Repropomos hoje a homilia do Papa na ocasião:
Santa Missa de Encerramento
do Ano Sacerdotal
Homilia do Papa Bento XVI
Solenidade do Sagrado Coração de Jesus
Praça de São Pedro
Sexta-feira, 11 de junho de 2010
Prezados irmãos no ministério sacerdotal,
Amados irmãos e irmãs,
O Ano Sacerdotal
que celebramos 150 anos depois da morte do Santo Cura d’Ars, modelo do
ministério sacerdotal no nosso mundo, está para terminar. Deixámo-nos guiar
pelo Cura d’Ars, para voltarmos a compreender a grandeza e a beleza do
ministério sacerdotal. O sacerdote não é simplesmente o detentor de um ofício,
como aqueles de que toda a sociedade tem necessidade para nela se realizarem
certas funções. É que o sacerdote faz algo que nenhum ser humano, por si mesmo,
pode fazer: pronuncia em nome de Cristo a palavra da absolvição dos nossos
pecados e assim, a partir de Deus, muda a situação da nossa vida. Pronuncia
sobre as ofertas do pão e do vinho as palavras de agradecimento de Cristo que
são palavras de transubstanciação – palavras que O tornam presente a Ele mesmo,
o Ressuscitado, o seu Corpo e o seu Sangue, e assim transformam os elementos do
mundo: palavras que abrem de par em par o mundo a Deus e o unem a Ele. Por
conseguinte, o sacerdócio não é simplesmente «ofício», mas sacramento: Deus
serve-Se de um pobre homem a fim de, através dele, estar presente para os
homens e agir em seu favor. Esta audácia de Deus – que a Si mesmo Se confia a
seres humanos; que, apesar de conhecer as nossas fraquezas, considera os homens
capazes de agir e estar presentes em seu nome – esta audácia de Deus é o que de
verdadeiramente grande se esconde na palavra «sacerdócio». Que Deus nos
considere capazes disto; que deste modo Ele chame homens para o seu serviço e
Se prenda assim, a partir de dentro, a eles: isto é o que, neste ano, queríamos
voltar a considerar e compreender. Queríamos despertar a alegria por termos
Deus assim tão perto, e a gratidão pelo facto de Ele Se confiar à nossa
fraqueza, de Ele nos conduzir e sustentar dia após dia. E queríamos assim
voltar a mostrar aos jovens que esta vocação, esta comunhão de serviço a Deus e
com Deus, existe; antes, Deus está à espera do nosso «sim». Juntos com a
Igreja, queríamos novamente assinalar que esta vocação devemos pedi-la a Deus.

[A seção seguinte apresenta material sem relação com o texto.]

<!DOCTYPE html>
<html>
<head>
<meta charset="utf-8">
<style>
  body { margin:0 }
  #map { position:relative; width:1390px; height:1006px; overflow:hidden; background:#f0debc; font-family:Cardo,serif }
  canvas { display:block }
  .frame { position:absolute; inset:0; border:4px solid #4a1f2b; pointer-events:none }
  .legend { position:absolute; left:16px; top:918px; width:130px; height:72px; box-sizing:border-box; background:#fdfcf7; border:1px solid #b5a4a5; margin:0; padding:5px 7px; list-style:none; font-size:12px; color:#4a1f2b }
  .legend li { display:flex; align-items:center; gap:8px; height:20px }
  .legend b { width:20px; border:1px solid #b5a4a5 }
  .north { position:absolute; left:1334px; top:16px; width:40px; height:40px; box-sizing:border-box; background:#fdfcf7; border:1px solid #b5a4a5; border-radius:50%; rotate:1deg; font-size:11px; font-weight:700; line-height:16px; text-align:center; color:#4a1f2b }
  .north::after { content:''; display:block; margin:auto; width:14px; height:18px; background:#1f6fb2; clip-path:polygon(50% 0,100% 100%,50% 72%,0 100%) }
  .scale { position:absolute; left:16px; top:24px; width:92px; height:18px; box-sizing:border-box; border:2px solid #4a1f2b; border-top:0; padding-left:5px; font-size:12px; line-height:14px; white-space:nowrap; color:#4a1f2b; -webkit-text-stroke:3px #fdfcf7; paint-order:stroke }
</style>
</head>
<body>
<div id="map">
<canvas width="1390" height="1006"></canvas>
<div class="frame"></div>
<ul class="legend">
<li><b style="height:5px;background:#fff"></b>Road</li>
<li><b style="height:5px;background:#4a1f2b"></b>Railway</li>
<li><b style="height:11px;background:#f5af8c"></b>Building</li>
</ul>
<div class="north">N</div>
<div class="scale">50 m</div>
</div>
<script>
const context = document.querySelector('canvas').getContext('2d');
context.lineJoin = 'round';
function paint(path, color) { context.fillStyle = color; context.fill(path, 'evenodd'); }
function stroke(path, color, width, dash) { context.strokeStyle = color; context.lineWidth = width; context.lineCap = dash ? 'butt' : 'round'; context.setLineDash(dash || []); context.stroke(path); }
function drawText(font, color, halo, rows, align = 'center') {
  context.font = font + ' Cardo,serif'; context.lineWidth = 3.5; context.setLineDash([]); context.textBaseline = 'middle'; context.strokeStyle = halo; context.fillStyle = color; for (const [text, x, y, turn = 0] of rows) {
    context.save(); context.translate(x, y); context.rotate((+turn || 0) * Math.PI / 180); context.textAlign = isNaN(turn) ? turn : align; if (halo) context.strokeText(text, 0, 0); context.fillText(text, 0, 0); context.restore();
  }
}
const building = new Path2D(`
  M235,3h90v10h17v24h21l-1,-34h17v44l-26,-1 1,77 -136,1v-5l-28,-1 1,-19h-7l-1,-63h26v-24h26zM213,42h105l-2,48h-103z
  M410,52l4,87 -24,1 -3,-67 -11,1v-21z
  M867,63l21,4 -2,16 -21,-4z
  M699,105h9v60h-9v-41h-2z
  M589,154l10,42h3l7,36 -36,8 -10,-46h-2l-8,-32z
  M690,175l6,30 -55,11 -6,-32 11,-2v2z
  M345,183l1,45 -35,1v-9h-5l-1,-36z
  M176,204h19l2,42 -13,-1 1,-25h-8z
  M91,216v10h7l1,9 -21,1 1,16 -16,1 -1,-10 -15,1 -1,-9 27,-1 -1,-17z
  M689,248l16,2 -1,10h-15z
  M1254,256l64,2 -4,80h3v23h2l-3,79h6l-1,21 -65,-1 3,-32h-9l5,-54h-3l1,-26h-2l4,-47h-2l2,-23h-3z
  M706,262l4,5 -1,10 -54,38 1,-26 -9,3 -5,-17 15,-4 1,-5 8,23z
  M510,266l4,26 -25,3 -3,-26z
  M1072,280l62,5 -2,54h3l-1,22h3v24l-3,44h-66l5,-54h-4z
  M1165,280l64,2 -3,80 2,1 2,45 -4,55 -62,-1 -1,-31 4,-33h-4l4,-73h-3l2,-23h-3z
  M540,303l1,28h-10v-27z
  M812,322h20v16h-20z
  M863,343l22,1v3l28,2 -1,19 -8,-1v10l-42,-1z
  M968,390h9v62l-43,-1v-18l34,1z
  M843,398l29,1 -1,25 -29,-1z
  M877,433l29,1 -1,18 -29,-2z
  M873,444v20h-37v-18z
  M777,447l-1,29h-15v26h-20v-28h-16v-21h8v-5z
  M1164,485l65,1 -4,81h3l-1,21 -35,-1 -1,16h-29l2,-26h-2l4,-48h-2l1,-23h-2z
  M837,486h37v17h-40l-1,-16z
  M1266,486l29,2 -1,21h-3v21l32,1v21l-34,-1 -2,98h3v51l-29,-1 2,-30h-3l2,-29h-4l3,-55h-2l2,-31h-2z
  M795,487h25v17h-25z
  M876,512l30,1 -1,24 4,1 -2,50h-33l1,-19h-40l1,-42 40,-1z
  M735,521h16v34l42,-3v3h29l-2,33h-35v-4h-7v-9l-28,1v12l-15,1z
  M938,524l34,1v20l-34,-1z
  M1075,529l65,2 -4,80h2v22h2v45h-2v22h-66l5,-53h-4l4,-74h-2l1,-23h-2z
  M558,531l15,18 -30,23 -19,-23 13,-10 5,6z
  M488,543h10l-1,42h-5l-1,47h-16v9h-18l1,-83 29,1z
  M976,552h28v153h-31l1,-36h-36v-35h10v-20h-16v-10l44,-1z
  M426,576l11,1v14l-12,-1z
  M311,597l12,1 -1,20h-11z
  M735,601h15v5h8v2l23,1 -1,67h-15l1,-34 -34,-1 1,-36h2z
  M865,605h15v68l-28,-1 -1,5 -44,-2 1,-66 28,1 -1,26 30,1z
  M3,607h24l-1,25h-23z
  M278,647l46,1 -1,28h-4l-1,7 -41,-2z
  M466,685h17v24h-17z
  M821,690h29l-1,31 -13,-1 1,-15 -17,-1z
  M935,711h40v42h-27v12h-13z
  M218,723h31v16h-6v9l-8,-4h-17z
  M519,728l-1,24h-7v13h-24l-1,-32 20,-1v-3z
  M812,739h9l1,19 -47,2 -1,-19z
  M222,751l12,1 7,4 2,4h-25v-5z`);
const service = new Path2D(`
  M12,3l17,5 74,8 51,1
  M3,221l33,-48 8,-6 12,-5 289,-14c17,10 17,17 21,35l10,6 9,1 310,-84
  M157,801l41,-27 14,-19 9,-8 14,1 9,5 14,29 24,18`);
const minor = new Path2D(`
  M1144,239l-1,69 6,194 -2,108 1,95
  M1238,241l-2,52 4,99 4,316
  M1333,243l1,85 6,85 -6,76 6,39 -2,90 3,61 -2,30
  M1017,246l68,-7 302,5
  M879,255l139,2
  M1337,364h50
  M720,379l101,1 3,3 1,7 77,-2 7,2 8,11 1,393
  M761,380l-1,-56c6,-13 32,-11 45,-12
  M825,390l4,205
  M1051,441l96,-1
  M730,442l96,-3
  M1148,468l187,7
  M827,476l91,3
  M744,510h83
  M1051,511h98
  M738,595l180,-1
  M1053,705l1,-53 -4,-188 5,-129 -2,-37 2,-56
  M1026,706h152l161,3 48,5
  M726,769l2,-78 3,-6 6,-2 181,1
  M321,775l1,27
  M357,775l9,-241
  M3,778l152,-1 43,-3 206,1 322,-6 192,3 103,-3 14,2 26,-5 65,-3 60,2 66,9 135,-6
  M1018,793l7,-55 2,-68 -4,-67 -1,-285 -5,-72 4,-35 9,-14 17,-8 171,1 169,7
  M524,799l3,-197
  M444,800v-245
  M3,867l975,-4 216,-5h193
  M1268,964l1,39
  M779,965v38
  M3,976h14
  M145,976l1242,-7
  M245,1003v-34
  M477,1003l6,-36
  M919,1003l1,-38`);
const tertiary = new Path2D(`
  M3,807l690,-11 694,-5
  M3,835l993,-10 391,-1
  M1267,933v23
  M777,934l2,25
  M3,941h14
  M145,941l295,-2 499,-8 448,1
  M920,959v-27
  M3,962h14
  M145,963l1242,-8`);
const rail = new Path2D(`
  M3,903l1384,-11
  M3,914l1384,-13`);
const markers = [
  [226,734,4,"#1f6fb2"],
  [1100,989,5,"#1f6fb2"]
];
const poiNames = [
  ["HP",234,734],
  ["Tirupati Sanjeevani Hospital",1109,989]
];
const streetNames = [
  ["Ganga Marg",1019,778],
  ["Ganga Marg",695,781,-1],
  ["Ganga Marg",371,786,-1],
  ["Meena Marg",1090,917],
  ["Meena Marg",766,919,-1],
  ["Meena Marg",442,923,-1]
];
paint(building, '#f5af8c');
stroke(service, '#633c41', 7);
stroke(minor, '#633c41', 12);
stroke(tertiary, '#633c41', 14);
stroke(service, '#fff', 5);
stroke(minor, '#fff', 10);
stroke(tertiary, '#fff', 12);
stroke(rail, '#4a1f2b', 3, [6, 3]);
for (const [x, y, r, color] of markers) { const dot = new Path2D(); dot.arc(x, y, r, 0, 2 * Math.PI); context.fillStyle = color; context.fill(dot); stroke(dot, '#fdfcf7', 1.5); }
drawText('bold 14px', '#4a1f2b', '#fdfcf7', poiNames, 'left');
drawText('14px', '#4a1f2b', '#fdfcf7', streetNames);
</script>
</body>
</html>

Pedimos operários para a messe de Deus, mas este pedido a Deus é simultaneamente
Deus que bate à porta do coração de jovens que se considerem capazes daquilo de
que Deus os considera capazes. Era de esperar que este novo resplendor do
sacerdócio não fosse visto com agrado pelo «inimigo»; este teria preferido
vê-lo desaparecer, para que em definitivo Deus fosse posto fora do mundo. E
assim aconteceu que, precisamente neste ano de alegria pelo sacramento do
sacerdócio, vieram à luz os pecados dos sacerdotes – sobretudo o abuso contra
crianças, no qual o sacerdócio enquanto serviço da solicitude de Deus em
benefício do homem se transforma no contrário. Também nós pedimos
insistentemente perdão a Deus e às pessoas envolvidas, enquanto pretendemos e
prometemos fazer tudo o possível para que um tal abuso nunca mais possa
suceder; prometemos que, na admissão ao ministério sacerdotal e na formação ao
longo do caminho de preparação para o mesmo, faremos tudo o que pudermos para
avaliar a autenticidade da vocação, e que queremos acompanhar ainda mais os
sacerdotes no seu caminho, para que o Senhor os proteja e guarde em situações
penosas e nos perigos da vida. Se o Ano Sacerdotal devesse ser uma glorificação
do nosso serviço humano pessoal, teria ficado arruinado com estas vicissitudes.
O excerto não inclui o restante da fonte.